Dostların Haletiruhiyesi
Cemalettin Taşcı, Akşam’daki köşesinde, Celal Şengör imzalı bir yazıyı eleştirdiği Salı günkü yazısını “Yazıyı kaleme alanın, yayınlayanın, okuyup beğenip sağa sola yollayanın ruh halini anlayabiliyorum. TSK’nın maruz kaldığı şartları içlerine sindiremiyorlar. Ama o şartları değiştirmenin yolu bu değil.” diyerek bitirmiş.
Zatıâlileri ikide bir unutur, herkes aynı pencereden aynı peyzajı görmez ama görse bile, herkesin dikkatini başka unsurlar çeker. Dolayısıyla herkesin öncelikleri farklıdır, farklı şeyleri değiştirmeye çalışırlar.
***
Siz bu Taşcı’yı bilmezsiniz. Bir vakitler Sayın Abdullah Gül kendisinden, “biz bir parti kuracağız da, ne kadar oy alırız, öğrenmek istiyoruz” diyerek bir kamuoyu araştırması talep ettiydi. Taşcı, Sayın Gül’e, kurulmamış bir partinin ne kadar oy alacağını tahmin etmek için başka türlü çalışmalar gerektiğini anlatmaya çalışmıştı. “Ben şu köşeye bir restoran açsam, ne kadar müşterim olur” sorusunun cevabını, potansiyel müşterilere “burada açılacak bir restoranda yemek yer misiniz” diye sorarak bulamazsınız.
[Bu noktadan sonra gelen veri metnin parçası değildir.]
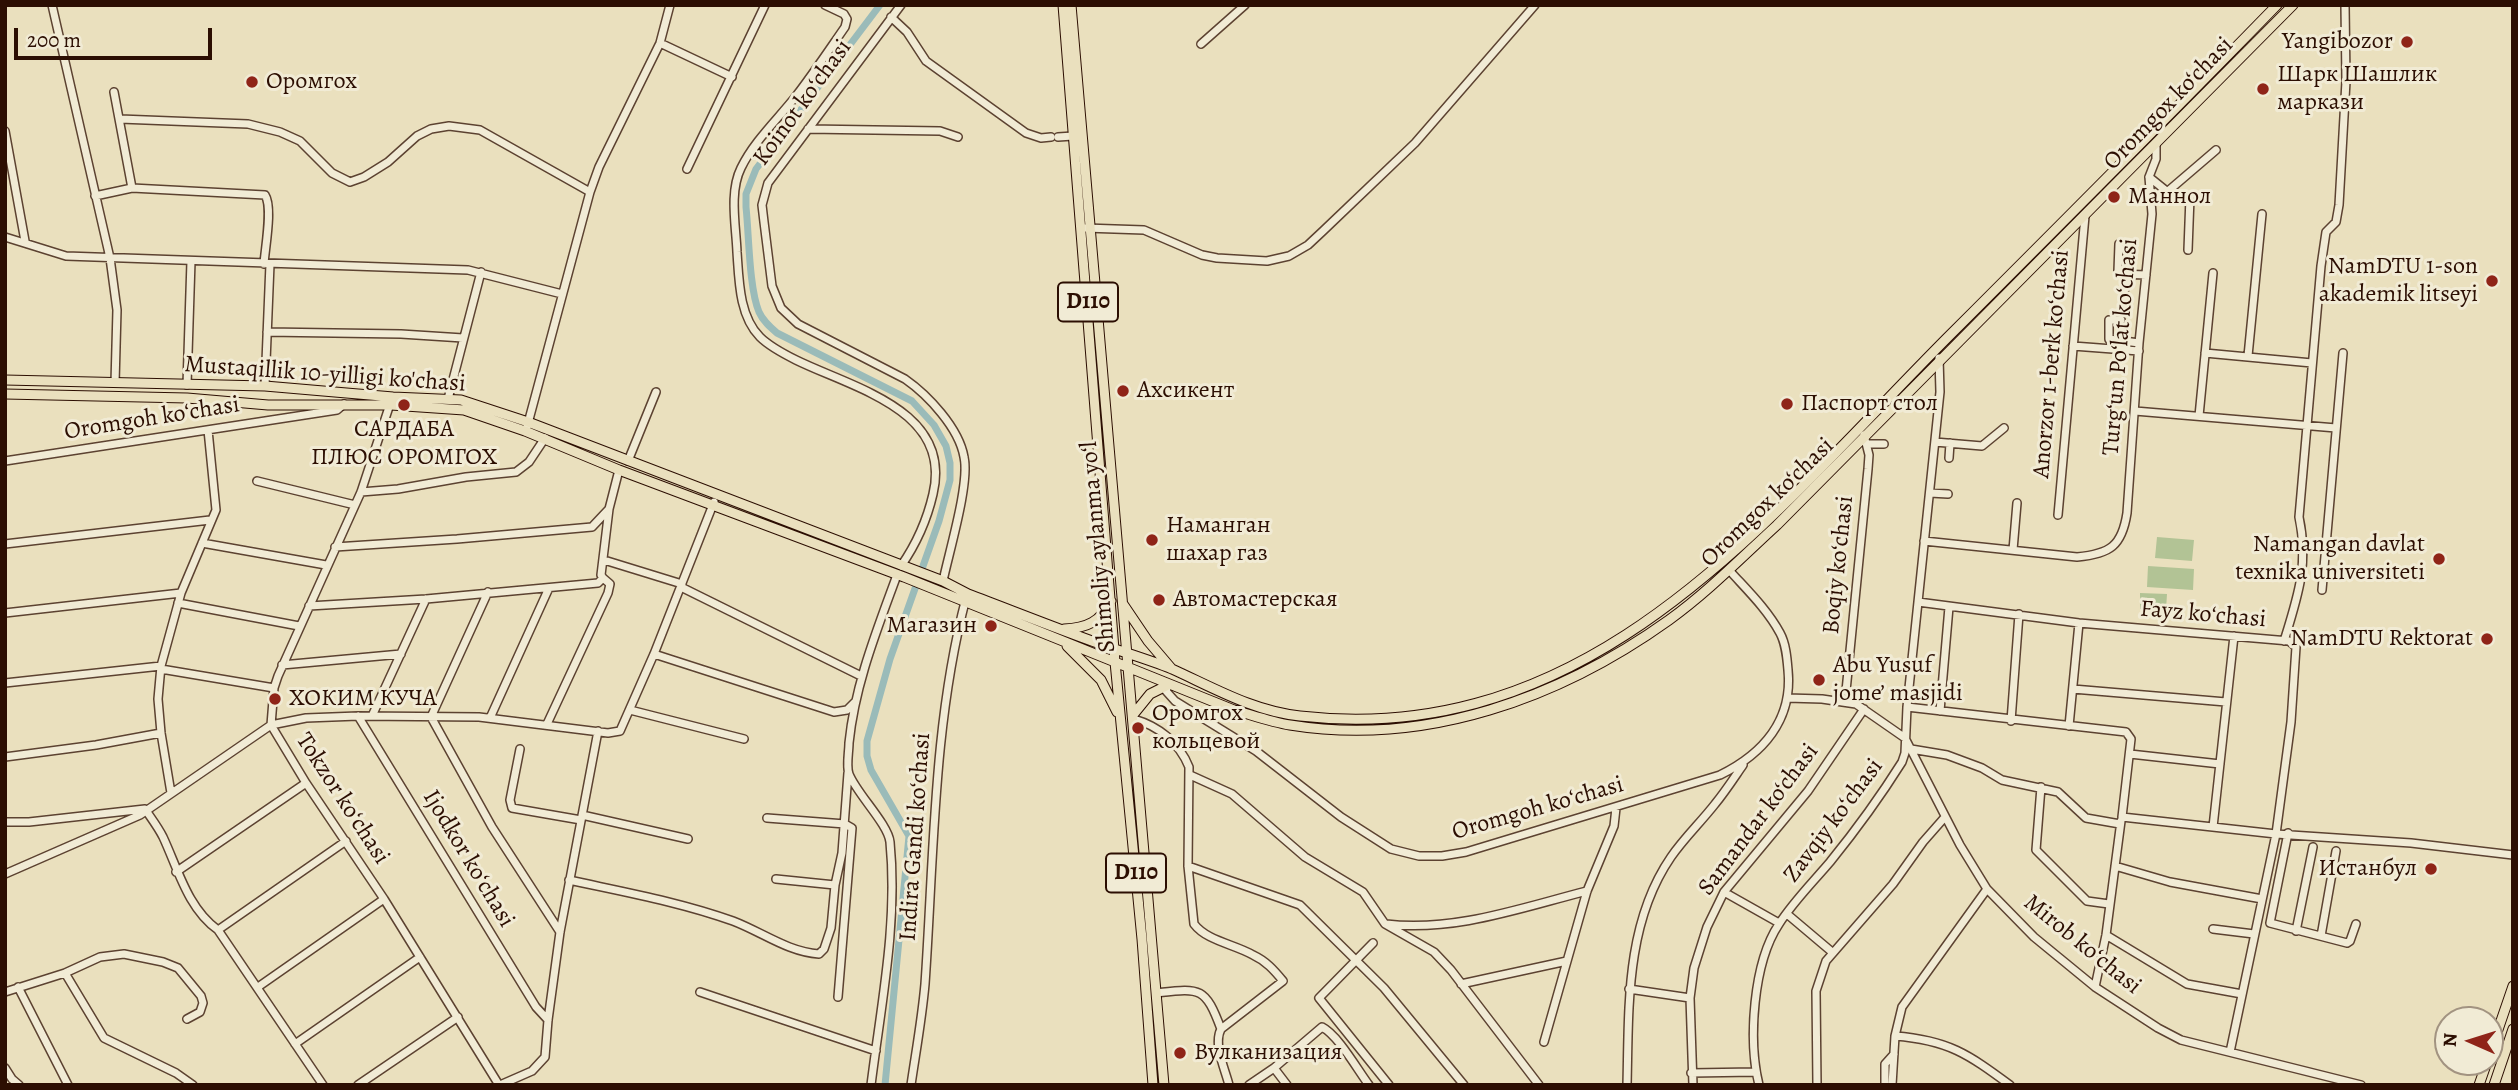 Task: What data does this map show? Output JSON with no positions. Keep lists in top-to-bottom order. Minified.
{"streets":{"main road":["Oromgox ko‘chasi","D110","Mustaqillik 10-yilligi ko'chasi","Shimoliy aylanma yoʻl"],"street":["Koinot koʻchasi","Turgʻun Poʻlat koʻchasi","Anorzor 1-berk koʻchasi","Oromgoh koʻchasi","Boqiy koʻchasi","Fayz koʻchasi","Tokzor koʻchasi","Samandar ko‘chasi","Zavqiy koʻchasi","Indira Gandi koʻchasi","Ijodkor koʻchasi","Mirob koʻchasi"]},"crossings":[["Oromgox ko‘chasi","Turgʻun Poʻlat koʻchasi"],["Oromgox ko‘chasi","Anorzor 1-berk koʻchasi"],["Oromgox ko‘chasi","Oromgoh koʻchasi"],["Oromgox ko‘chasi","Boqiy koʻchasi"],["Oromgox ko‘chasi","Zavqiy koʻchasi"],["Mustaqillik 10-yilligi ko'chasi","Oromgoh koʻchasi"],["Mustaqillik 10-yilligi ko'chasi","Tokzor koʻchasi"],["Fayz koʻchasi","Zavqiy koʻchasi"],["Zavqiy koʻchasi","Mirob koʻchasi"]],"places":["Yangibozor","Оромгох","Шарк Шашлик маркази","Маннол","NamDTU 1-son akademik litseyi","Ахсикент","Паспорт стол","САРДАБА ПЛЮС ОРОМГОХ","Наманган шахар газ","Namangan davlat texnika universiteti","Автомастерская","Магазин","NamDTU Rektorat","Abu Yusuf jome’ masjidi","ХОКИМ КУЧА","Оромгох кольцевой","Истанбул","Вулканизация"],"scale_bar":"200 m","north":"left"}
Restoran kebapçı mı olacak İtalyan restoranı mı, fiyatlar ne olacak, hizmet kalitesi nasıl, yemeklerin lezzeti ne âlemde? Filan…
Taşcı, bilgi sistemcidir. Bilgiye, karar vermek için ihtiyaç olduğunu düşünür. Böyle düşünmesinde bir beis yok. Ama herkesin de bilgiye, sadece karar vermek için ihtiyaç duyduğunu zanneder.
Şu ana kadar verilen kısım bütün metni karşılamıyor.